Wreckless Eric & Amy Rigby | Music | Hudson Valley | Chronogram Magazine
When he and Amy Rigby were about to play “(I’d Go the) Whole Wide World,” his scrappy, utterly perfect signature ditty about searching the globe for a soul mate, at Kingston’s BSP Lounge in July, Wreckless Eric introduced the song with a great story. “Amy and I met in 2000 when she was playing this song at the Bull Hotel in Hull [England], which was actually the first place I played it live myself,” he said. At the couple’s Catskill home the following month, the erstwhile Eric Goulden elaborates. “She’d asked me to play it with her before the gig and when we were going over it I told her, ‘It’s only two chords and you got them both wrong!’” he says with a laugh. “But, no, she had it right. I was just taking the piss.” Well, okay, given the tune’s sardonic bent, a little playfulness on the part of its author feels about right.
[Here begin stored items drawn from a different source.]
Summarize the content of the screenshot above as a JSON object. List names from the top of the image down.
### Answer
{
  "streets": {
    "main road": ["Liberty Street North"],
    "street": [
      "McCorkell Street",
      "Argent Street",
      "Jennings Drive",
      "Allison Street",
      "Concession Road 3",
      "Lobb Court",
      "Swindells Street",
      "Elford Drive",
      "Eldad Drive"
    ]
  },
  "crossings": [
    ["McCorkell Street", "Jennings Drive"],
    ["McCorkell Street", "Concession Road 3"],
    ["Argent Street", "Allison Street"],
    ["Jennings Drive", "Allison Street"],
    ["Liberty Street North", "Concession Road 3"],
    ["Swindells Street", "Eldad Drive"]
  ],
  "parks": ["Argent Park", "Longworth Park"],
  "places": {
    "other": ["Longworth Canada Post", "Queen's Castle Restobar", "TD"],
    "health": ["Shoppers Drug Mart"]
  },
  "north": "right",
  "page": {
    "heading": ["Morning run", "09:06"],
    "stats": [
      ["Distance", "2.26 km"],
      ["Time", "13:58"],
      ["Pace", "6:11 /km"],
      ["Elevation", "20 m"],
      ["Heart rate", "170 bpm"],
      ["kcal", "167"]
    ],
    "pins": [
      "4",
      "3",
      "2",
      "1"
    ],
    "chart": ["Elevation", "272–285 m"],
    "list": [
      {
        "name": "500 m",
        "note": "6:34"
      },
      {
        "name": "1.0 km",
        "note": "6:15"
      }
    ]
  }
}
As Wreckless Eric & Amy Rigby the pair has been performing since 2006, touring Europe and the US and releasing critically adored albums “about once every two years,” according to Rigby. The music on those records is the kind of timeless, song-based pop that, in today’s Auto-Tuned apocalypse, seems like an endangered species. The duo’s newest effort, A Working Museum, which was funded by a recent Kickstarter campaign and comes out this month on Goulden’s own Southern Domestic imprint, is a classic in waiting that takes the pair’s already impeccable track record to the top shelf. Its 11 diamond tunes wrap Rigby’s sweet-honey tone and Goulden’s endearing whine in richly ringing ’60s melodies, glammy guitar hooks, and heartbreaking, country-twanged harmonies. The album’s title is a reference to another seemingly vanishing breed: the working musician. Gallows humor aside, however, it was recorded at home with guest Chris Butler of the Waitresses and Tin Huey and sure sounds like it was fun to make, what with all the twosome’s newfound psychedelic flourishes. More than anything, though, it sounds like the two truly love what they do, and know how to do it far better than most. Which makes sense, because each of them was already doing it very well long before they met.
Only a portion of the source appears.